In the following example graph, a spike in latency occured when the Bookinfo application sidecars were updating. You might remedy this latency by adjusting the application scaling properties.

Example graph of the load test results

Step 4: Clean up previous resources

After you validate your upgrade, clean up the Istio resources that run the previous version.

  1. List the Istio Helm chart releases in the gloo-mesh-gateways namespace. In the output, find the name of your old revisions, such as istio-ingressgateway-1-19, and for multicluster setups, istio-eastwestgateway-1-19.

    helm ls -n gloo-mesh-gateways

  2. Delete the Helm release for the old ingress gateway, and for multicluster setups, the old east-west gateway.

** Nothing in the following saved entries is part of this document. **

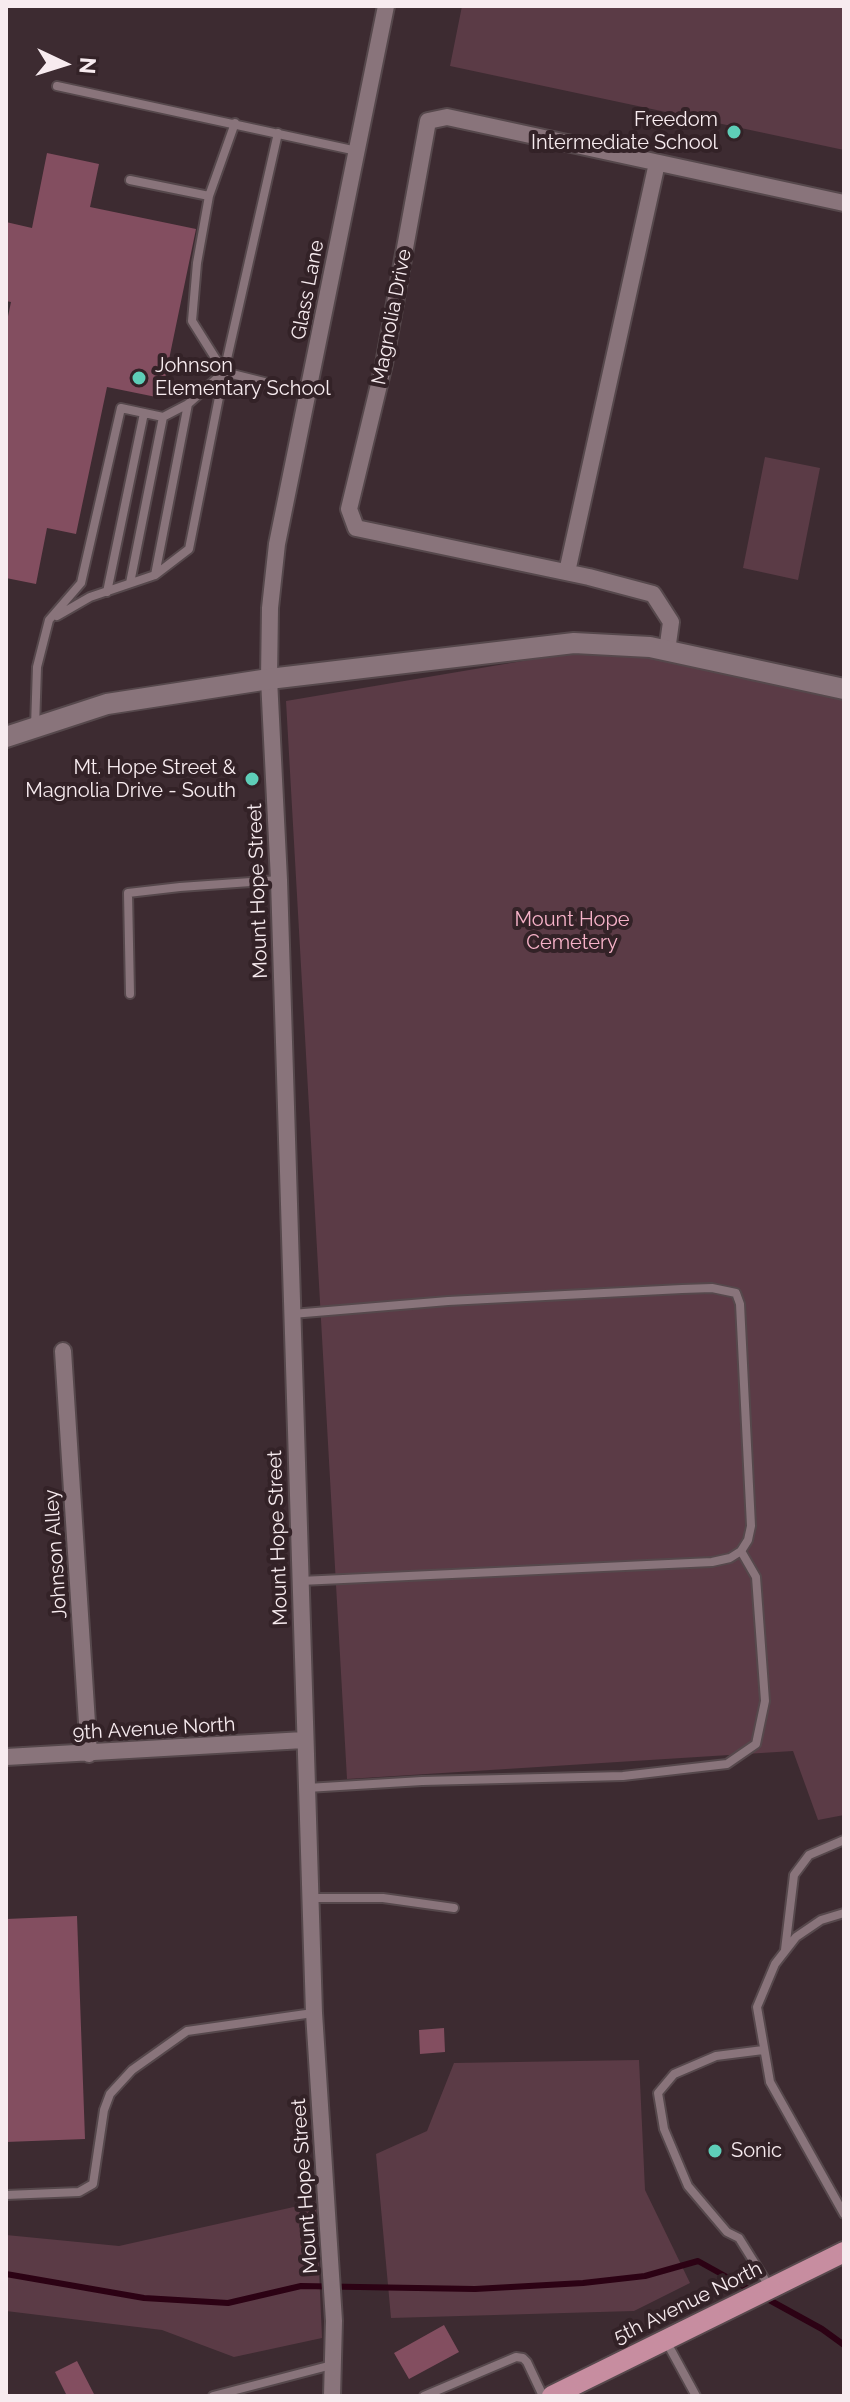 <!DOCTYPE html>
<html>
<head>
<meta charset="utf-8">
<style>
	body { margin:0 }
	#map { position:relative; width:850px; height:2402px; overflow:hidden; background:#3d2b31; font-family:Raleway,sans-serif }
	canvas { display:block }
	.frame { position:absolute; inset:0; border:8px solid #f7ebef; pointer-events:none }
	.north { position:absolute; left:24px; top:24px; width:80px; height:80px; -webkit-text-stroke:6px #332227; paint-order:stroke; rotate:94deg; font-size:22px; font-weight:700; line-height:32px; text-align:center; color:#f7ebef }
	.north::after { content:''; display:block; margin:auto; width:28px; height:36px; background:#f7ebef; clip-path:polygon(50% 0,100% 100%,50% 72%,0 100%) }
</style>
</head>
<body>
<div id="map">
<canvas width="850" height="2402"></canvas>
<div class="frame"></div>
<div class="north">N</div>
</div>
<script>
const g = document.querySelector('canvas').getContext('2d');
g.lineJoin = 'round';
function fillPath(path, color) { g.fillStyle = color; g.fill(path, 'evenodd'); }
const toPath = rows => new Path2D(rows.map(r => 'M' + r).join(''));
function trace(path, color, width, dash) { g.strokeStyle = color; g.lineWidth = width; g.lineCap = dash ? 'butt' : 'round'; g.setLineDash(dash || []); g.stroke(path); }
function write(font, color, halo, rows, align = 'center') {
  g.font = font + ' Raleway,sans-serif'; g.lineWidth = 8; g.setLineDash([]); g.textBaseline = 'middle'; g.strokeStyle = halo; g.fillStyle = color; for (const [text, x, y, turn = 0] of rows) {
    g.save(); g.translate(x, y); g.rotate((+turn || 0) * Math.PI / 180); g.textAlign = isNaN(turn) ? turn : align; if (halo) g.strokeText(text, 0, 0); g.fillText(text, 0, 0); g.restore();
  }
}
fillPath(toPath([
	[462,6,844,6,844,150,450,66],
	[765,457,820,468,798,580,743,568],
	[617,645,844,700,844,1815,818,1820,793,1751,347,1779,286,701],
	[639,2060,645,2190,690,2283,634,2311,391,2318,376,2154,427,2131,454,2063],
	[316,2202,322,2338,234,2357,162,2330,6,2311,6,2235,119,2246]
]), '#5b3b46');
trace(toPath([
	[6,2274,144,2298,228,2303,301,2286,475,2289,583,2283,645,2276,698,2261,752,2291],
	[762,2296,822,2329,844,2345]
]), '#2c0214', 6);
fillPath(toPath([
	[47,153,99,164,90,207,196,229,161,398,107,387,76,534,47,528,36,584,6,578,6,326,11,302,6,301,6,222,32,228],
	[77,1916,85,2139,6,2142,6,1919],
	[444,2028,445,2052,420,2054,419,2030],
	[444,2325,459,2352,409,2379,394,2353],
	[77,2361,95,2396,67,2396,55,2372]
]), '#834e60');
const service = toPath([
	[57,86,357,151],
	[235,123,209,196,197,263,192,321,224,372,308,393],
	[130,180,209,196],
	[155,575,189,549,224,372,278,133],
	[130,583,163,417],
	[107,592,144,413],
	[57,616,90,597,155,575,188,404],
	[35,727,37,667,49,620,81,583,121,408,163,417,188,404,223,373],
	[130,994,128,893,180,887,279,880],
	[292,1314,448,1301,682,1289,712,1288,736,1293,740,1304,751,1526,748,1540,741,1551,730,1558,712,1562,300,1581],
	[307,1788,422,1781,623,1776,727,1764,756,1744,765,1701,756,1577,741,1551],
	[311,1898,383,1898,454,1908],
	[844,1913,821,1920,796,1937,775,1964,757,2007,770,2082,844,2214],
	[785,1950,794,1875,809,1855,844,1840],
	[763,2050,716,2056,674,2074,658,2093,664,2129,688,2186,727,2232,739,2238,769,2286],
	[6,2195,79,2192,93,2184,104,2110,110,2094,132,2070,187,2031,313,2013],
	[666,2341,696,2396],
	[213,2396,332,2365],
	[424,2396,516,2357,523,2358,527,2362,543,2396]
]);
const minor = toPath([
	[567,572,657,163],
	[667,651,671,622,653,594,589,577,356,528,349,509,384,364,428,121,447,117,844,203],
	[63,1351,89,1754],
	[6,1757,304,1740],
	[332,2396,334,2321,314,2013,279,880,269,679,270,608,277,544,386,6]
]);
const tertiary = toPath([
	[6,737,107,704,269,679,574,643,650,647,844,689]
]);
const primary = toPath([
	[552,2396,844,2252]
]);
trace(service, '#56484c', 12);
trace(minor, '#56484c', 20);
trace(tertiary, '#56484c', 24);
trace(primary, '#56484c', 24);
trace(service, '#89747b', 8);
trace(minor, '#89747b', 16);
trace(tertiary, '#89747b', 20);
trace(primary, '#c78da0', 20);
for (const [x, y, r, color] of [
	[734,132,8,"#5eceb8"],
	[139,378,8,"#5eceb8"],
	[252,779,8,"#5eceb8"],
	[715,2151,8,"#5eceb8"]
]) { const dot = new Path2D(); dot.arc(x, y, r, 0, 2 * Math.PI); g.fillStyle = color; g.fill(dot); trace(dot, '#332227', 3); }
write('20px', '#f7ebef', '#332227', [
	["Freedom",718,120],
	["Intermediate School",718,143],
	["Johnson",155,366,"left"],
	["Elementary School",155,389,"left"],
	["Mt. Hope Street &",236,768],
	["Magnolia Drive - South",236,791],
	["Sonic",731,2151,"left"]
], 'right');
write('20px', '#f7ebef', '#332227', [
	["Glass Lane",308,290,-79],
	["Magnolia Drive",392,317,-79],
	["Mount Hope Street",258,891,-92],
	["Mount Hope Street",278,1538,-92],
	["Johnson Alley",56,1554,-94],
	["9th Avenue North",154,1729,-3],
	["Mount Hope Street",305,2186,-94],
	["5th Avenue North",688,2303,-26]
]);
write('20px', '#f6b2c8', '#332227', [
	["Mount Hope",572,920],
	["Cemetery",572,943]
]);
</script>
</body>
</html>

    helm delete istio-ingressgateway-1-19 -n gloo-mesh-gateways
helm delete istio-eastwestgateway-1-19 -n gloo-mesh-gateways

  3. Verify that only the new gateways are running.

    kubectl get pods -n gloo-mesh-gateways

  4. List the Istio Helm chart releases in the istio-system namespace. In the output, find the name of your old revision, such as istiod-1-19.

    helm ls -n istio-system

  5. Delete the Helm release for the old control plane.

    helm delete istiod-1-19 -n istio-system

  6. Verify that only the control plane pods for the new revision are running.

    kubectl get pods -n istio-system

Step 6 (multicluster only): Repeat for each cluster

After you complete these steps, repeat the process for each workload cluster where you installed Istio. Be sure to change the CLUSTER_NAME environment variable to point to each workload cluster, and use each workload cluster's Kubernetes context.